-- WORK TASK --
Note how many lines of the material that follows include the string "patternTransform", and state only that number.

DATASET CONTENT below:

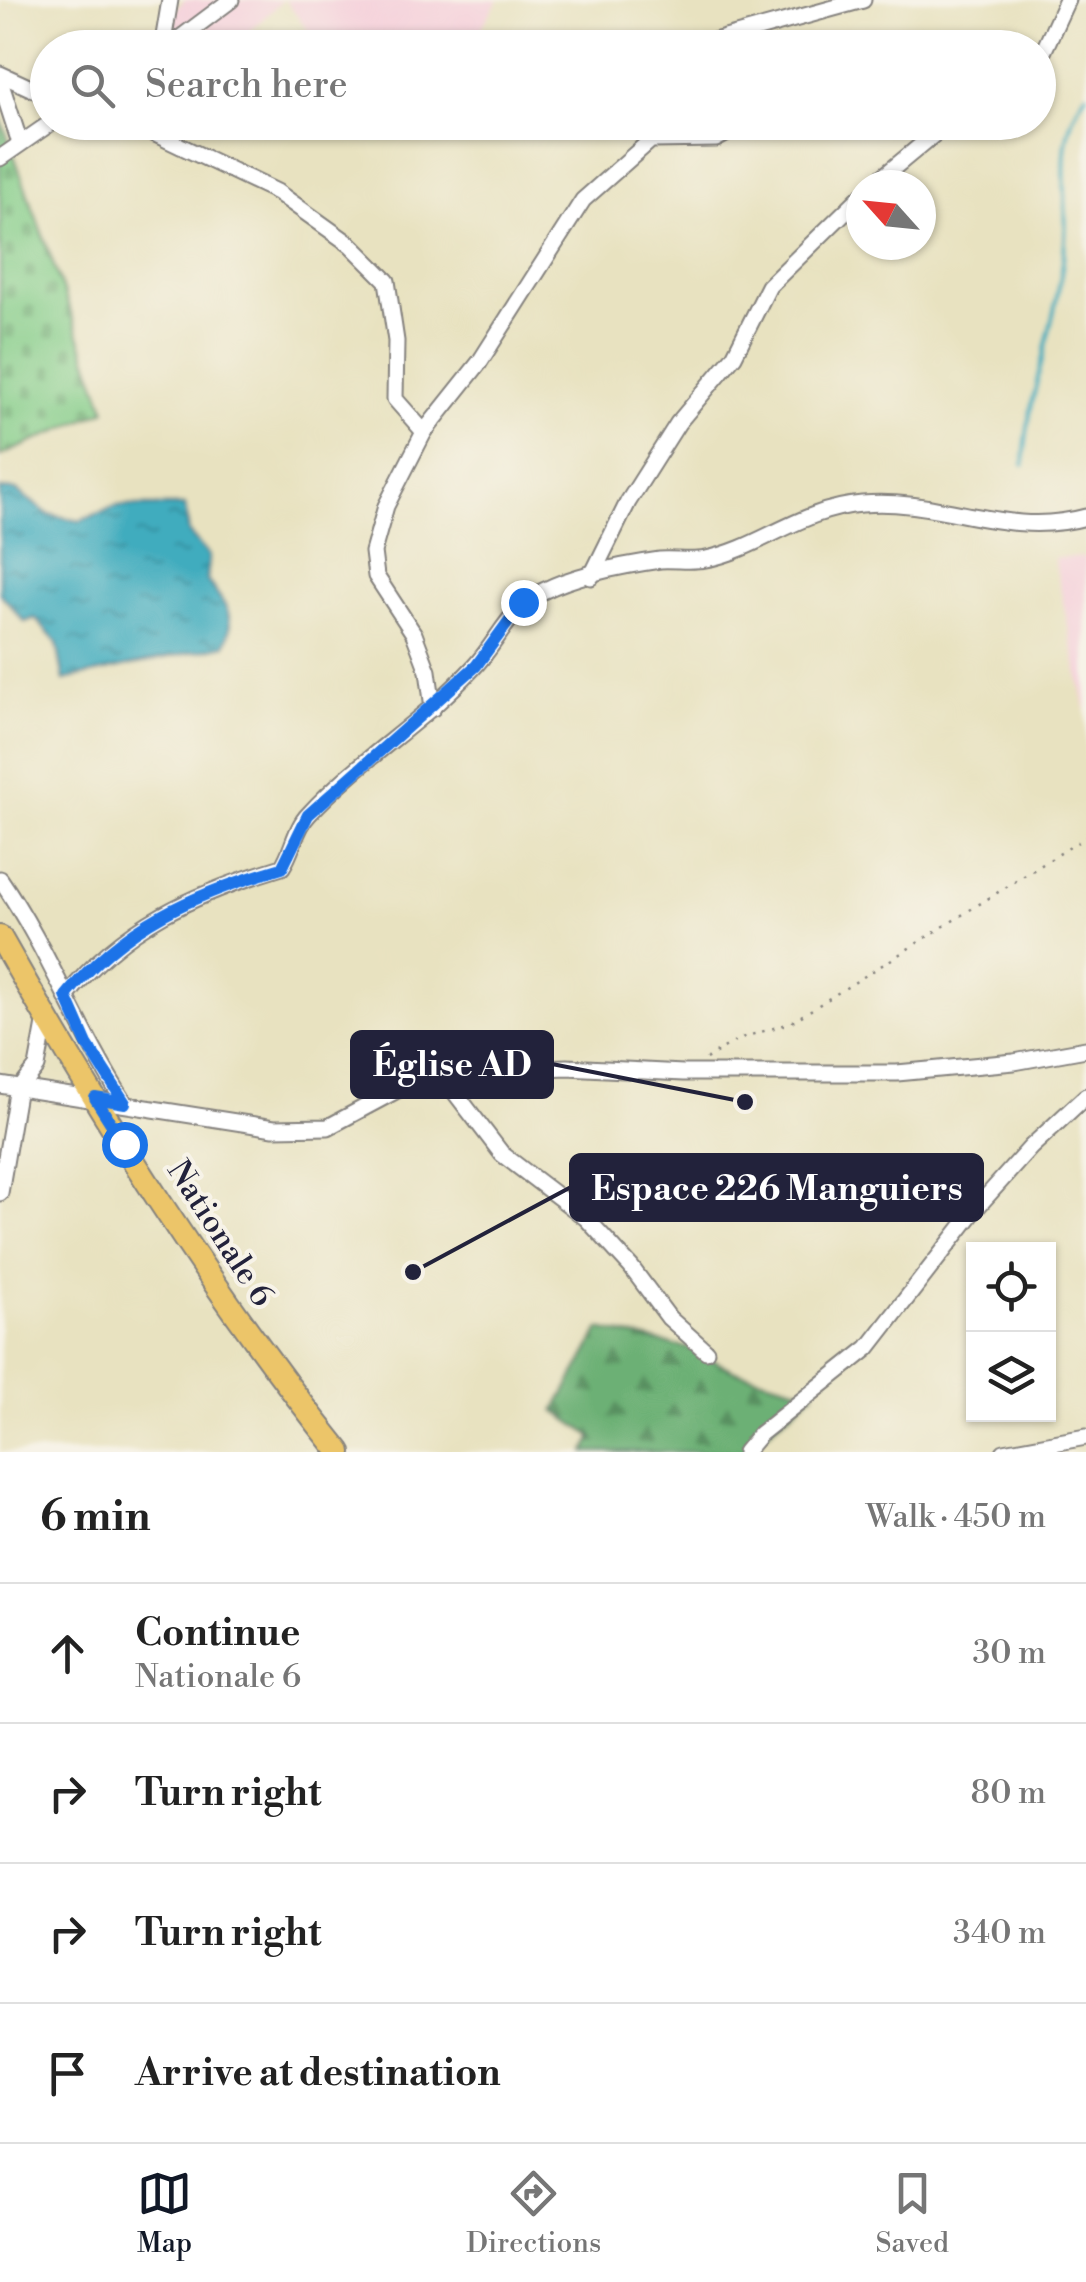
<!DOCTYPE html>
<html lang="en">
<head>
<meta charset="utf-8">
<style>
	:root { --surface:#fff; --page:#f6f6f6; --text:#222; --muted:#767676; --line:#e0e0e0; --accent:#111827 }
	body { margin:0; font-family:"Libre Bodoni",serif; background:var(--page); color:var(--text) }
	.controls { position:absolute; right:30px; bottom:30px; display:grid; overflow:hidden; border-radius:0px; box-shadow:0 2px 8px #0004 }
	.controls button { width:90px; height:90px; display:grid; place-items:center; padding:0; border:0; border-bottom:2px solid var(--line); background:var(--surface); color:var(--text); font:50px sans-serif }
	.compass { position:absolute; left:846px; top:170px; width:90px; height:90px; border-radius:50%; background:var(--surface); box-shadow:0 2px 8px #0004; rotate:297deg }
	.stop { position:absolute; width:30px; height:30px; margin:-22px; border:8px solid #1a73e8; border-radius:50%; background:#fff }
	.stop.end { background:#1a73e8; border-color:#fff; box-shadow:0 2px 10px #0008 }
	.list { margin:0; padding:0; list-style:none }
	h2 { display:flex; justify-content:space-between; align-items:center; height:130px; margin:0; padding:0 40px; font-size:42px }
	h2 small { font-size:32px; font-weight:400; color:var(--muted) }
	.list li { display:grid; grid-template-columns:65px 1fr auto; gap:30px; align-items:center; box-sizing:border-box; height:140px; padding:0 40px; border-top:2px solid var(--line) }
	.list b { display:block; font-size:38px; white-space:nowrap }
	.list p { margin:0; font-size:32px; white-space:nowrap; color:var(--muted) }
	.list em { font-size:32px; font-style:normal; color:var(--muted) }
	.icon { flex:none; width:55px; height:55px; fill:none; stroke:currentColor; stroke-width:2; stroke-linecap:round; stroke-linejoin:round }
	.map { position:relative; flex:none; width:1086px; height:1452px; overflow:hidden }
	.search { position:absolute; background:var(--surface); box-shadow:0 2px 8px #0004; left:30px; right:30px; top:30px; height:110px; display:flex; align-items:center; gap:25px; box-sizing:border-box; padding:0 35px; border-radius:55px; color:var(--muted); font-size:38px }
	.sheet { height:690px; background:var(--surface) }
	nav { display:flex; justify-content:space-around; align-items:center; box-sizing:border-box; height:140px; border-top:2px solid var(--line); background:var(--surface); font-size:28px; color:var(--muted) }
	nav a { display:grid; justify-items:center; gap:5px }
	nav .on { color:var(--accent) }
	.map>svg:first-child { display:block }
	.built { fill:#f5cfda }
	.forest { fill:url(#forest-firs); stroke:#476958; stroke-width:2.5 }
	.cemetery { fill:url(#cemetery-stones); stroke:#547862; stroke-width:2.5 }
	.water { fill:url(#water-ripples); stroke:#30677c; stroke-width:2.5 }
	.lines { fill:none; stroke-linecap:round; stroke-linejoin:round }
	.stream { stroke:#3facbe; stroke-width:4 }
	.street-casing { stroke:#85827e; stroke-width:19 }
	.primary-casing { stroke:#85827e; stroke-width:26 }
	.path { stroke:#85827e; stroke-width:2.5; stroke-dasharray:2.5 8; stroke-linecap:butt }
	.street { stroke:#fff; stroke-width:15 }
	.primary { stroke:#ecc569; stroke-width:22 }
	.route { stroke:#1a73e8; stroke-width:12 }
	.labels { text-anchor:middle; stroke-width:8; stroke-linejoin:round; paint-order:stroke }
	.street-label { font-size:32px; fill:#22223b; stroke:#f7f3e8 }
	.leader { fill:none; stroke:#22223b; stroke-width:4 }
	.callout-dot { fill:#22223b; stroke:#f7f3e8; stroke-width:4 }
	.callout { fill:#22223b; stroke:#22223b; stroke-width:4 }
	.callout-label { font-size:35px; text-anchor:middle; font-weight:bold; fill:#fff }
</style>
</head>
<body>
<div class="map">
<svg width="1086" height="1452" viewBox="0 0 1086 1452">
	<defs>
		<pattern id="forest-firs" width="22" height="20" patternUnits="userSpaceOnUse" patternTransform="scale(2.5)"><rect width="22" height="20" fill="#6cb075"/><path d="M5 1l3.5 6h-7zM16 11l3.5 6h-7z" fill="#588f61"/></pattern>
		<pattern id="cemetery-stones" width="16" height="16" patternUnits="userSpaceOnUse" patternTransform="scale(2.5)"><rect width="16" height="16" fill="#85cd89"/><path d="M2 7V4a2 2 0 0 1 4 0v3zM10 15v-3a2 2 0 0 1 4 0v3z" fill="#73b077"/></pattern>
		<pattern id="water-ripples" width="26" height="14" patternUnits="userSpaceOnUse" patternTransform="scale(2.5)"><rect width="26" height="14" fill="#3facbe"/><path d="M2 4q2-2 4 0t4 0M15 11q2-2 4 0t4 0" fill="none" stroke="#348c9c"/></pattern>
	</defs>
	<rect width="100%" height="100%" fill="#f7f3e8"/>
	<filter id="ink" filterUnits="userSpaceOnUse"><feTurbulence type="fractalNoise" baseFrequency=".01" numOctaves="2"/><feDisplacementMap in="SourceGraphic" scale="20" xChannelSelector="R" yChannelSelector="G"/><feConvolveMatrix kernelMatrix="1 2 1 2 8 2 1 2 1" color-interpolation-filters="sRGB"/></filter>
	<filter id="wash" filterUnits="userSpaceOnUse"><feTurbulence type="fractalNoise" baseFrequency=".0048" numOctaves="4" result="noise"/><feDisplacementMap in="SourceGraphic" scale="40" xChannelSelector="R" yChannelSelector="G"/><feGaussianBlur stdDeviation="2.25" result="paint"/><feColorMatrix in="noise" values="0 0 0 0 0 0 0 0 0 0 0 0 0 0 0 0 0 1.4 0 .05"/><feComposite in="paint" operator="in"/></filter>
	<g filter="url(#wash)">
		<rect width="100%" height="100%" fill="#e8e2c0"/>
		<!-- built -->
		<g class="built">
			<polygon points="185,0 283,0 233,47 201,23 182,37 166,18"/>
			<polygon points="285,0 498,0 470,48 320,47"/>
			<polygon points="1086,557 1086,712 1054,558"/>
		</g>
		<!-- forest -->
		<polygon class="forest" points="600,1329 688,1348 735,1371 814,1392 745,1452 585,1452 593,1437 555,1411"/>
		<!-- cemetery -->
		<polygon class="cemetery" points="0,117 106,410 0,456"/>
		<!-- water -->
		<path class="water" d="M0 489 16 490 48 514 80 521 116 506H185L189 533 209 556 207 581C225 602 237 618 225 645L64 680 57 643 35 618 25 622 0 593Z"/>
		<g class="lines">
			<!-- stream -->
			<path class="stream" d="M1024 465C1027 390 1060 317 1065 240 1069 185 1052 143 1086 93"/>
		</g>
	</g>
	<g filter="url(#ink)">
		<g class="lines">
			<defs>
				<g id="street">
					<polyline points="162,48 170,0"/>
					<polyline points="167,48 231,0"/>
					<polyline points="689,48 863,0"/>
					<polyline points="1038,63 1067,0"/>
					<polyline points="0,74 48,96"/>
					<polyline points="0,81 20,143"/>
					<polyline points="130,122 277,192 351,245 387,281 396,341 395,399 424,432"/>
					<polyline points="0,158 52,122"/>
					<polyline points="873,185 949,122"/>
					<polyline points="591,577 628,502 678,423 734,356 769,286 861,196"/>
					<polyline points="433,708 428,671 414,634 376,576 373,552 386,506 424,432 479,363 583,200 651,140 716,139 748,122"/>
					<path d="M0 879C49 950 78 1031 125 1103"/>
					<path d="M66 997C123 925 196 893 282 867 293 851 295 828 309 814 359 760 423 722 473 668 498 642 510 607 543 591 575 575 625 565 660 560 675 559 691 562 706 559 759 549 800 509 862 504 940 497 1006 539 1086 517"/>
					<polyline points="440,1073 502,1154 586,1218 631,1267 669,1318 706,1351"/>
					<polyline points="0,1085 274,1128 328,1127 429,1073 567,1067 683,1073 897,1073 1014,1062 1086,1049"/>
					<polyline points="0,1193 17,1093 37,1067 46,1018"/>
					<polyline points="745,1452 760,1434 868,1348 979,1205 1031,1147 1086,1096"/>
					<polyline points="1004,1452 1086,1437"/>
				</g>
				<path id="primary" d="M0 937C101 1116 211 1291 340 1452"/>
			</defs>
			<!-- street casing -->
			<use href="#street" class="street-casing"/>
			<!-- primary casing -->
			<use href="#primary" class="primary-casing"/>
			<!-- path -->
			<polyline class="path" points="706,1059 738,1039 790,1023 1086,837"/>
			<!-- street -->
			<use href="#street" class="street"/>
			<!-- primary -->
			<use href="#primary" class="primary"/>
		</g>
	</g>
	<g class="lines" filter="url(#ink)">
		<!-- route -->
		<path class="route" d="M124 1144 95 1098 125 1103 87 1044 66 996C123 925 196 893 282 868L308 815 476 666 523 602"/>
	</g>
	<g class="labels">
		<!-- street labels -->
		<g class="street-label">
			<text transform="translate(221 1233) rotate(57)" y="11">Nationale 6</text>
		</g>
	</g>
	<!-- callouts -->
	<path class="leader" d="M745 1102L552 1064M413 1272L571 1187"/>
	<g class="callout-dot">
		<circle cx="745" cy="1102" r="10"/>
		<circle cx="413" cy="1272" r="10"/>
	</g>
	<g class="callout">
		<rect x="352" y="1032" width="200" height="65" rx="10"/>
		<rect x="571" y="1155" width="411" height="65" rx="10"/>
	</g>
	<g class="callout-label">
		<text x="452" y="1076">Église AD</text>
		<text x="777" y="1200">Espace 226 Manguiers</text>
	</g>
</svg>
<div class="controls">
<button><svg class="icon" aria-label="locate" viewBox="0 0 24 24"><circle cx="12" cy="12" r="6"/><path d="M12 2v4M12 18v4M2 12h4M18 12h4"/></svg></button>
<button><svg class="icon" aria-label="layers" viewBox="0 0 24 24"><path d="M12 4l9 5-9 5-9-5zM3 14l9 5 9-5"/></svg></button>
</div>
<svg class="compass" viewBox="-18 -18 36 36"><path d="M0-13l5 13h-10z" fill="#e53935"/><path d="M0 13l5-13h-10z" fill="#767676"/></svg>
<div class="stop" style="left:124px;top:1144px"></div>
<div class="stop end" style="left:523px;top:602px"></div>
<div class="search"><svg class="icon" aria-label="search" viewBox="0 0 24 24"><circle cx="10" cy="10" r="6"/><path d="M15 15l6 6"/></svg>Search here</div>
</div>
<section class="sheet">
<h2>6 min<small>Walk · 450 m</small></h2>
<ul class="list">
<li><svg class="icon" aria-label="ahead" viewBox="0 0 24 24"><path d="M12 20V5M6 11l6-6 6 6"/></svg><div><b>Continue</b><p>Nationale 6</p></div><em>30 m</em></li>
<li><svg class="icon" aria-label="right" viewBox="0 0 24 24"><path d="M7 20v-9h11M14 6l5 5-5 5"/></svg><div><b>Turn right</b></div><em>80 m</em></li>
<li><svg class="icon" aria-label="right" viewBox="0 0 24 24"><path d="M7 20v-9h11M14 6l5 5-5 5"/></svg><div><b>Turn right</b></div><em>340 m</em></li>
<li><svg class="icon" aria-label="arrive" viewBox="0 0 24 24"><path d="M6 21V4h12l-3 4 3 4H6"/></svg><div><b>Arrive at destination</b></div></li>
</ul>
</section>
<nav>
<a class="on"><svg class="icon" aria-label="map" viewBox="0 0 24 24"><path d="M3 6l6-2 6 2 6-2v14l-6 2-6-2-6 2zM9 4v14M15 6v14"/></svg>Map</a>
<a><svg class="icon" aria-label="directions" viewBox="0 0 24 24"><path d="M12 3l9 9-9 9-9-9zM9 14v-3h6M13 9l2 2-2 2"/></svg>Directions</a>
<a><svg class="icon" aria-label="saved" viewBox="0 0 24 24"><path d="M7 4h10v16l-5-4-5 4z"/></svg>Saved</a>
</nav>
</body>
</html>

End of DATASET CONTENT.

-- SOLUTION FOR THIS PROBLEM --
3